Ce texte qui prévoit d’allouer 25 milliards d’euros supplémentaires sur sept ans au financement de la recherche, replace la science, l’innovation et la volonté de comprendre et d’entreprendre au cœur de notre société. Il favorise le recrutement de jeunes chercheurs hors norme, ces moutons à cinq pattes qui passent souvent entre les mailles des concours habituels et des grilles de lecture classiques du monde de la recherche.
Pour toutes ces raisons, le groupe Les Indépendants – République et Territoires votera ce texte.
M. le président. La parole est à Mme la rapporteure.
Mme Laure Darcos, rapporteure. Je suis très fière et honorée d’avoir rapporté ce texte – le premier, après trois ans passés dans cette assemblée. (Applaudissements.)
Je souhaite remercier les services de la commission, qui m’ont beaucoup aidée et soutenue dans un contexte quelque peu compliqué, puisque nous avons commencé nos travaux pendant la période électorale de renouvellement du Sénat, donc sans en avoir la légitimité.
Je remercie également mes collègues qui ont été assidus aux auditions – Dieu sait si elles furent nombreuses ! –, comme ceux qui nous ont rejoints dans la dernière ligne droite, après leur élection.
Il y a bien sûr toujours des mécontents, mais je crois sincèrement que nous avons marqué ce texte de l’empreinte du Sénat, que ce soit par la modification de la trajectoire, ramenée à sept ans, par le rééquilibrage entre des nouveaux contrats, dont j’estime qu’ils doivent trouver leur place dans certains systèmes, tout en ménageant un équilibre par rapport aux carrières et aux contrats déjà existants, ou par l’assise définitive de l’égalité femmes-hommes, qui, je l’espère, suscitera des vocations dans les nouvelles générations de jeunes femmes.
Nous avons également introduit les collectivités territoriales, ce que n’avait pas fait l’Assemblée nationale. Nous avons donc apporté des éléments importants.
Cher Pierre Ouzoulias, s’agissant des libertés académiques, je pense que personne ne peut contester que je n’ai voulu ni attaquer ni froisser les chercheurs ; j’ai été blessée que l’on puisse me soupçonner à cet égard. J’estime que l’on peut être pour les libertés académiques tout en respectant les valeurs de la République. Toutefois, si le terme est choquant, nous aurons en effet du temps pour y revenir lors des travaux de la commission mixte paritaire.

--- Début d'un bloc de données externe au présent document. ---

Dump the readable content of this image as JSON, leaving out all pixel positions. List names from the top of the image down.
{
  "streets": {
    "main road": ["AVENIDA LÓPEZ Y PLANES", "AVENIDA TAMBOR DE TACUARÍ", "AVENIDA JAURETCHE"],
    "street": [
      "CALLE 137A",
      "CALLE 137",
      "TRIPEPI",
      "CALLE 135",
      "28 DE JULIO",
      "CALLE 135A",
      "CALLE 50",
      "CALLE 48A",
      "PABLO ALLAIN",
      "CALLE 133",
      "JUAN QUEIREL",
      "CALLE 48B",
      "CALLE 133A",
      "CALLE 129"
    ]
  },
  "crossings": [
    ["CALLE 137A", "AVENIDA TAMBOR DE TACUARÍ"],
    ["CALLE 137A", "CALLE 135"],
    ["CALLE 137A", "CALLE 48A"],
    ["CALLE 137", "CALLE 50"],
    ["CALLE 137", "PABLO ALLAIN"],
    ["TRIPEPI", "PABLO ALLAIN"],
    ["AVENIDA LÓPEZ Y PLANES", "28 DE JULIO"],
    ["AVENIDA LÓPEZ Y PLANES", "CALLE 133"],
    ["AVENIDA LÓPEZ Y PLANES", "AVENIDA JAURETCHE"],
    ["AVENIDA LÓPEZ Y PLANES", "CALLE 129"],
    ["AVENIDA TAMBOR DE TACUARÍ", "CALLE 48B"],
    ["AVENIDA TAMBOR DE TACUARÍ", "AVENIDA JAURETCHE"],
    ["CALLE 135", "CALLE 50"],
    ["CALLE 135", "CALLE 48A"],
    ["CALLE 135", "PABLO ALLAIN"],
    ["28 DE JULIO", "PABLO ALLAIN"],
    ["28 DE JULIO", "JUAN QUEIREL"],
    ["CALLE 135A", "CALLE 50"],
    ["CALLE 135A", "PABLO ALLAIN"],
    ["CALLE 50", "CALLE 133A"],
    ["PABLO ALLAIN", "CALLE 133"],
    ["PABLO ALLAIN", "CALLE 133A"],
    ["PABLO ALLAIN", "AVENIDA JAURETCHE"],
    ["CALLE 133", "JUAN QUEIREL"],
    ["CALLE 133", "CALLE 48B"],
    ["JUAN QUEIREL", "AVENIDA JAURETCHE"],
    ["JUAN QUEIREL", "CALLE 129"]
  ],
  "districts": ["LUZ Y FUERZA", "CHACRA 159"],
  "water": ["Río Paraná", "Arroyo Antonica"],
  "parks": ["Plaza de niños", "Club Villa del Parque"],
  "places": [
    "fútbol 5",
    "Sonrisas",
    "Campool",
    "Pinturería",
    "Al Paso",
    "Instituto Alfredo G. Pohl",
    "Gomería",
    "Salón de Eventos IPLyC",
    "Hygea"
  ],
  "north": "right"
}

Je salue mes collègues présents dans l’hémicycle : votre mobilisation nous a permis d’examiner ce texte un vendredi après-midi sans vote par scrutin public – c’est à marquer d’une pierre blanche ! (Sourires.) Je vous remercie de votre soutien et de vos compliments.
Enfin, je salue votre disponibilité et votre écoute, madame la ministre, d’autant que votre cabinet a dû jongler entre le projet de loi de finances examiné par l’Assemblée nationale et le Sénat. Mais vous avouerez que vous n’avez pas ménagé les services de la séance, que je tiens à féliciter de leur travail, ni notre commission en déposant des amendements au dernier moment… (Sourires.)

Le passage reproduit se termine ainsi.